SUMMARY and COMMENT: This month's article is interesting in part for its particular findings and in part for how it demonstrates a research-minded approach to understanding and refining broad theory, examining the conceptual structure and "clinical utility" [MS p. 5] of "a consensus model for spheres of spiritual experience aligned with domains outlined in models of palliative care and human suffering" [MS p. 2]. This consensus model was reported at a 2014 research conference by a Model Building Subgroup of the Chaplaincy Research Consortium, funded by a grant from the John Templeton Foundation [--see Related Items of Interest, §I, below]; and one of its original developers was Linda Emanuel, a co-author of our present article and now professor emeritus in medicine at Northwestern University. The model was further explicated in a 2015 article in BMC Palliative Care [--see Related Items of Interest, §II, below]. The goals of the present study were "to test the responsiveness of various healthcare professionals to the CRC [Chaplaincy Research Consortium] model's definition of spirituality" and "to test inter-professional assessment of the utility of the CRC model" [MS p. 2] with respect to its conceptualization of the processes of adjustment relevant to the spiritual journeys of palliative care patients.

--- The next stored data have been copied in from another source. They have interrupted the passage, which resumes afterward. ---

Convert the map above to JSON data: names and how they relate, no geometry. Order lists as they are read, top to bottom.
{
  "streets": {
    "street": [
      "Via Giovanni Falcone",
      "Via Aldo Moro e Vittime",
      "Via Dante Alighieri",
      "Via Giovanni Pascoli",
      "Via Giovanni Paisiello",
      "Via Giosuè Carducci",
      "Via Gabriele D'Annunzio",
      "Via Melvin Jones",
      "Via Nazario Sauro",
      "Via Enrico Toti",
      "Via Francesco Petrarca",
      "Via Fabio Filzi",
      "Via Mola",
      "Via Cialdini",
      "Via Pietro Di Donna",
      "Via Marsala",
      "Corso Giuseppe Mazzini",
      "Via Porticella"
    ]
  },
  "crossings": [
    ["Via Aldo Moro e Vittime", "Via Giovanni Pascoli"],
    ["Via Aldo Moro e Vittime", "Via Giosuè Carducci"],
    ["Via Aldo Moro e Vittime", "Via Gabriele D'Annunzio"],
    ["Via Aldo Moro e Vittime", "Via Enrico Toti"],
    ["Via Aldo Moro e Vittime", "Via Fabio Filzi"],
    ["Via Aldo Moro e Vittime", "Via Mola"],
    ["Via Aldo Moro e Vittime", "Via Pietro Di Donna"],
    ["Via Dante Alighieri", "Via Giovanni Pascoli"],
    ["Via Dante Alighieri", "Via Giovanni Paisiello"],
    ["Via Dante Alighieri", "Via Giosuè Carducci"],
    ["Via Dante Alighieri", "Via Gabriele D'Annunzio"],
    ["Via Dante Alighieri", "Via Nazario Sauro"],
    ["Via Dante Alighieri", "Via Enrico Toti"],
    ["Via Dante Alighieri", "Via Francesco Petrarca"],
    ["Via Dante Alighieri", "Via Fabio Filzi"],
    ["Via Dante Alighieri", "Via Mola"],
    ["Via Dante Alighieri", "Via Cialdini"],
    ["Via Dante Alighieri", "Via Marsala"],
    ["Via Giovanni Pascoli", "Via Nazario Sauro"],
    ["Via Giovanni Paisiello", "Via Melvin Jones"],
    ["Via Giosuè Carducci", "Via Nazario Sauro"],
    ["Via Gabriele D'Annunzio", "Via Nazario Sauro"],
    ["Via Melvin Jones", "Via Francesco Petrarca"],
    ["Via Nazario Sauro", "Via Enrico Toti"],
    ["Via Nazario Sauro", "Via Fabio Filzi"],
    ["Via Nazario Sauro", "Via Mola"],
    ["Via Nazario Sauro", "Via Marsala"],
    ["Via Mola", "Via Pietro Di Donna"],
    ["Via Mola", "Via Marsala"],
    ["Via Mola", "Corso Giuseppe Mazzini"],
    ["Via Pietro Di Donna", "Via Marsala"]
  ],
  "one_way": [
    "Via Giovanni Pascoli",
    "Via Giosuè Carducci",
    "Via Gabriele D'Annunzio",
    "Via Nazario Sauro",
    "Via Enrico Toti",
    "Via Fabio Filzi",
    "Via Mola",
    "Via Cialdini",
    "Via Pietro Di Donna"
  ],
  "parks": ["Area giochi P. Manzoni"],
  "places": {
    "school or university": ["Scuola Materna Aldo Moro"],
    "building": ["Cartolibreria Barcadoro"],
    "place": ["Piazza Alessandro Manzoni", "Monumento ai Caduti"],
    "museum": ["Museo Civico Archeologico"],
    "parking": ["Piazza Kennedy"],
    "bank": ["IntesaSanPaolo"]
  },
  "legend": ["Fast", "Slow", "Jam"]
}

The definition of spirituality at the core of the CRC model is: "the aspect of individuals that seeks and perceives significance and experiences connectedness to the sacred," ..."where the sacred is 'feeling connected to or aware of the unknowable, the infinite, immanent or transcendent in a way that creates awe, and seems to be precious, and connected to that which enlivens'" [MS p. 2]. In light of this definition, "[t]he model posits that individuals are motivated to connect with 'what's out there' (external to their selves) and/or 'what's in there' (within their selves) in order to achieve peace or well-being, and that they experience 4 stages of adjustment (Discovery, Dialogue, Struggle, and Arrival/Disconnect) as they engage in that process" [MS p. 2]. The model also acknowledges that there are "multiple paths a patient may take through these 4 stages in their spiritual experience as they adjust to illness" [MS p. 2]. Moreover, it was designed with the hope of engaging spiritual care researchers and of providing a common structure into which researchers could locate their own hypotheses.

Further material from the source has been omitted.